- [Problem to solve]: Locate the line containing "I am building" in the material below; repeat it and every line after it, exactly as written.

- [Information provided]:
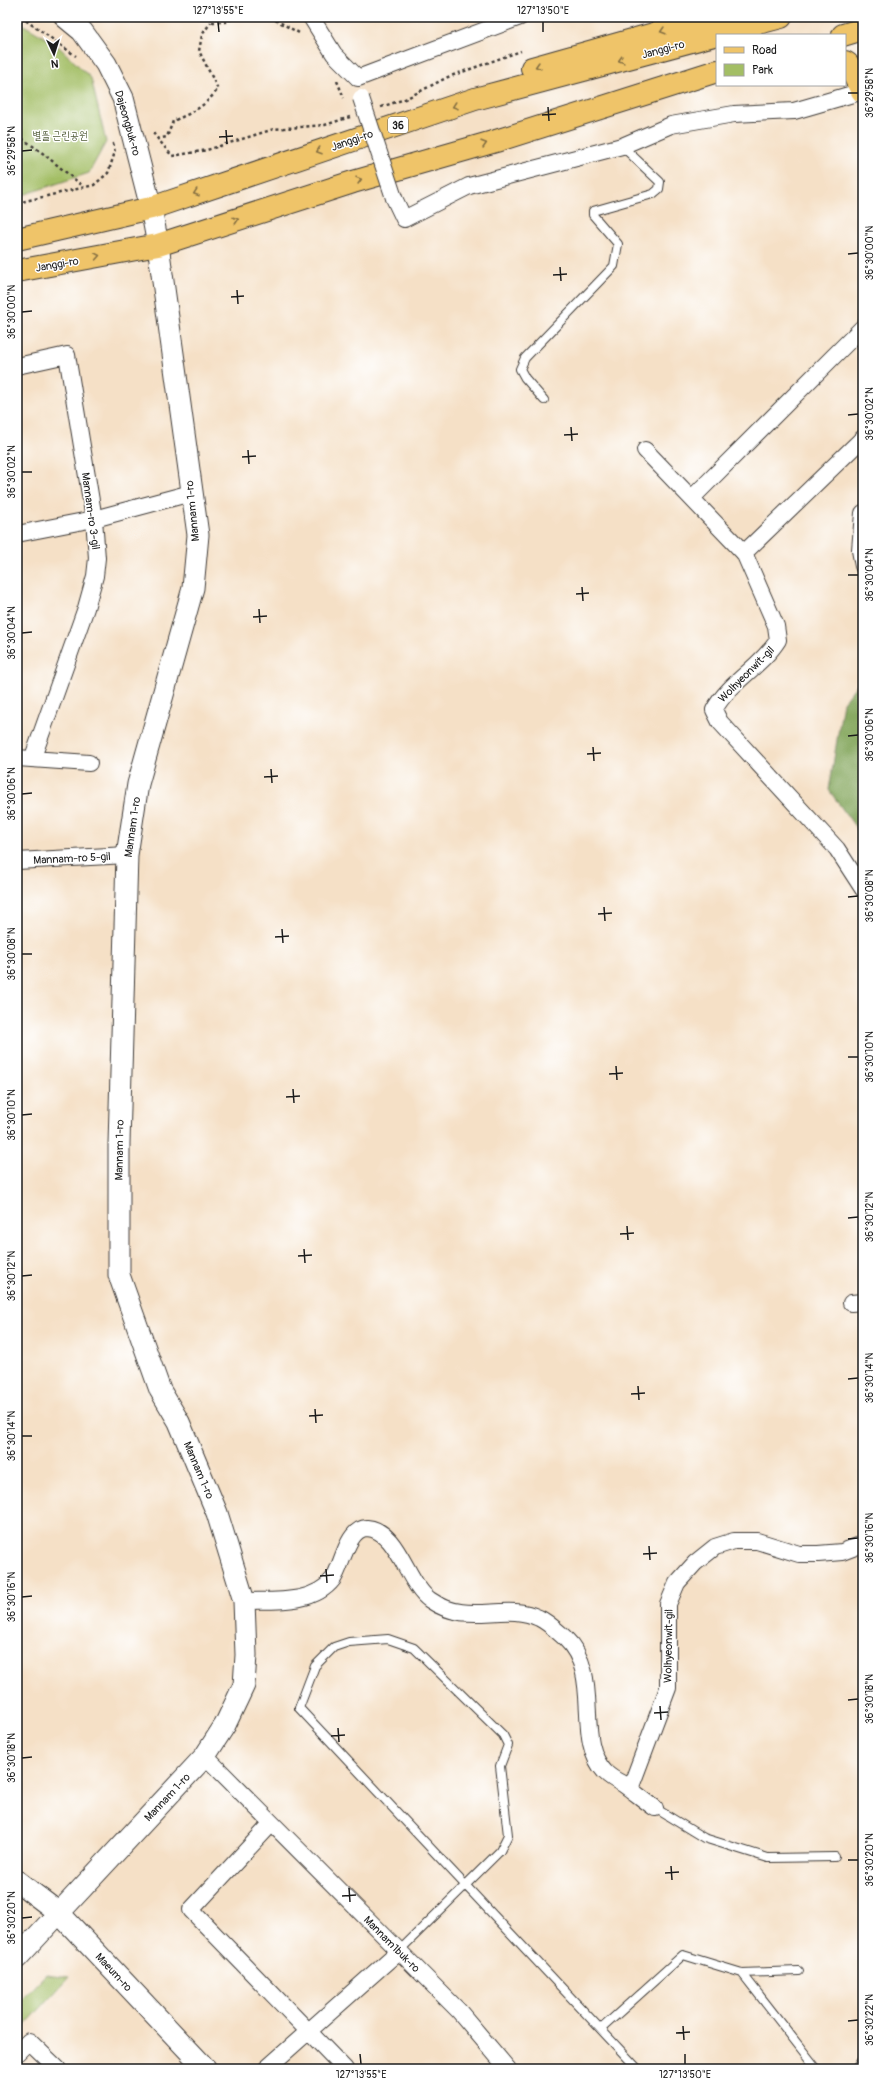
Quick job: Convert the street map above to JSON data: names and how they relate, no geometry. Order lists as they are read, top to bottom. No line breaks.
{"streets":{"main road":["Janggi-ro","36"],"street":["Dajeongbuk-ro","Mannam-ro 3-gil","Mannam 1-ro","Wolhyeonwit-gil","Mannam-ro 5-gil","Mannam1buk-ro","Maeum-ro"]},"crossings":[["Janggi-ro","Dajeongbuk-ro"],["Janggi-ro","Mannam 1-ro"],["Dajeongbuk-ro","Mannam 1-ro"],["Mannam 1-ro","Mannam-ro 5-gil"],["Mannam 1-ro","Mannam1buk-ro"],["Mannam 1-ro","Maeum-ro"]],"parks":["별뜰 근린공원"],"legend":["Road","Park"],"north":"bottom","coordinates":["127°13'55\"E","127°13'50\"E","36°29'58\"N","36°30'00\"N","36°30'02\"N","36°30'04\"N","36°30'06\"N","36°30'08\"N","36°30'10\"N","36°30'12\"N","36°30'14\"N","36°30'16\"N","36°30'18\"N","36°30'20\"N","36°30'22\"N"]}
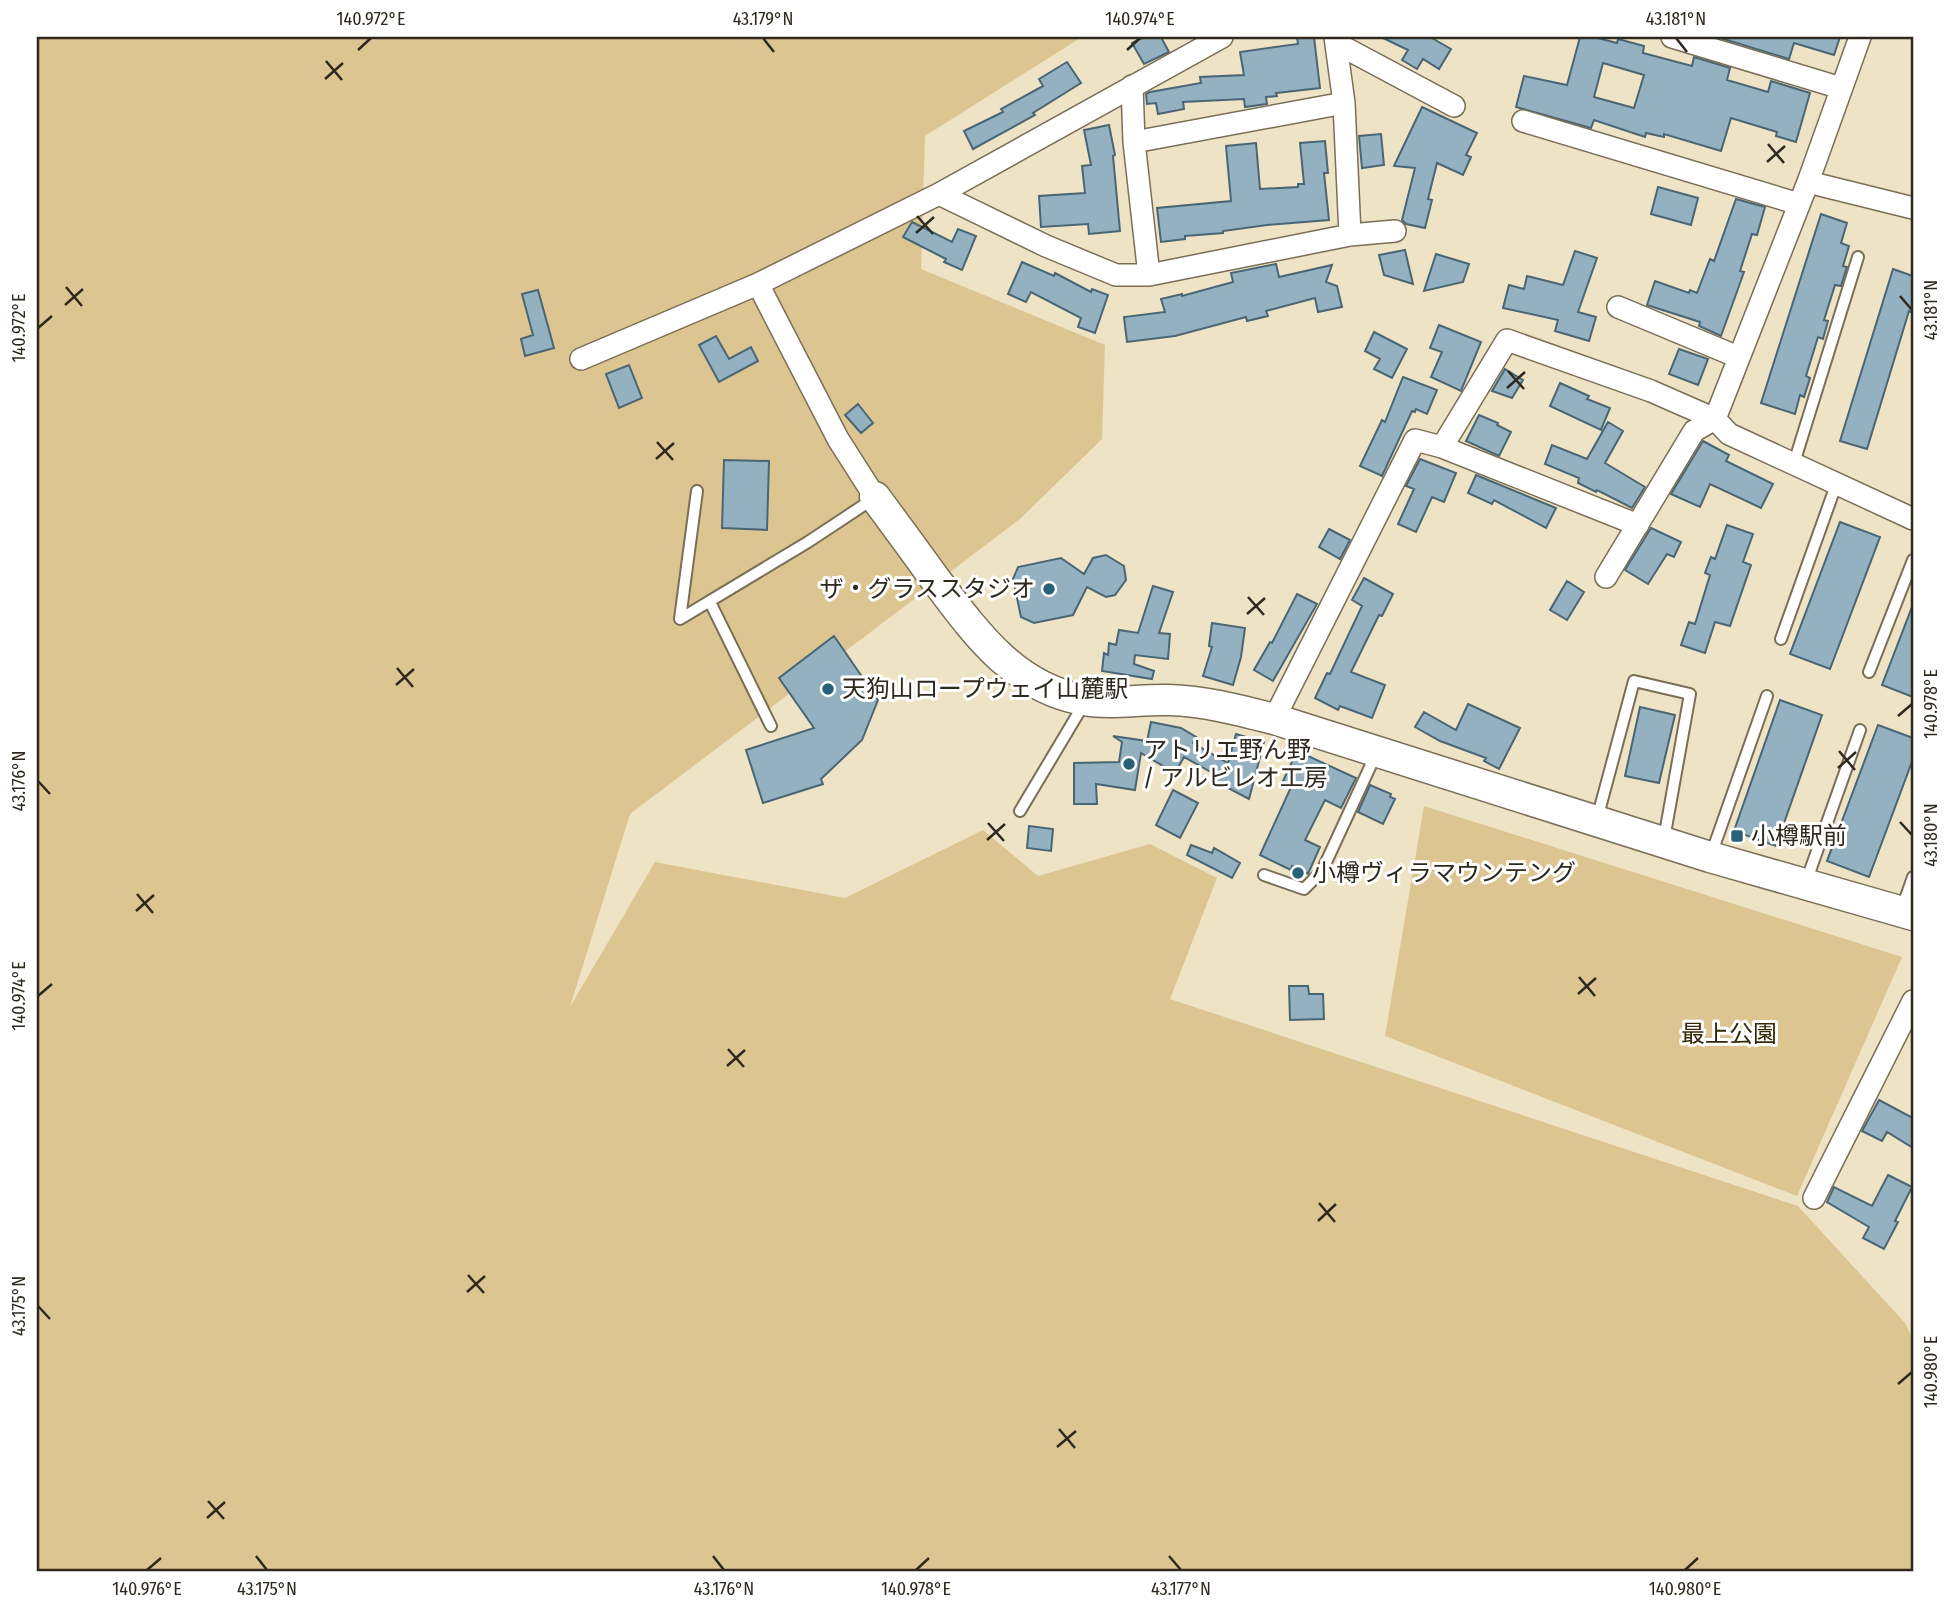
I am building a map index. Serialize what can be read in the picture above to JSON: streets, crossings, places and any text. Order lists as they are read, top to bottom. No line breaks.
{"parks":["最上公園"],"places":{"other":["ザ・グラススタジオ","天狗山ロープウェイ山麓駅","アトリエ野ん野 / アルビレオ工房","小樽ヴィラマウンテング"],"transit":["小樽駅前"]},"coordinates":["140.972°E","43.179°N","140.974°E","43.181°N","140.978°E","43.176°N","43.180°N","43.175°N","140.980°E","140.976°E","43.177°N"]}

- [Answer to the exercise]:
I am building a map index. Serialize what can be read in the picture above to JSON: streets, crossings, places and any text. Order lists as they are read, top to bottom. No line breaks.
{"parks":["最上公園"],"places":{"other":["ザ・グラススタジオ","天狗山ロープウェイ山麓駅","アトリエ野ん野 / アルビレオ工房","小樽ヴィラマウンテング"],"transit":["小樽駅前"]},"coordinates":["140.972°E","43.179°N","140.974°E","43.181°N","140.978°E","43.176°N","43.180°N","43.175°N","140.980°E","140.976°E","43.177°N"]}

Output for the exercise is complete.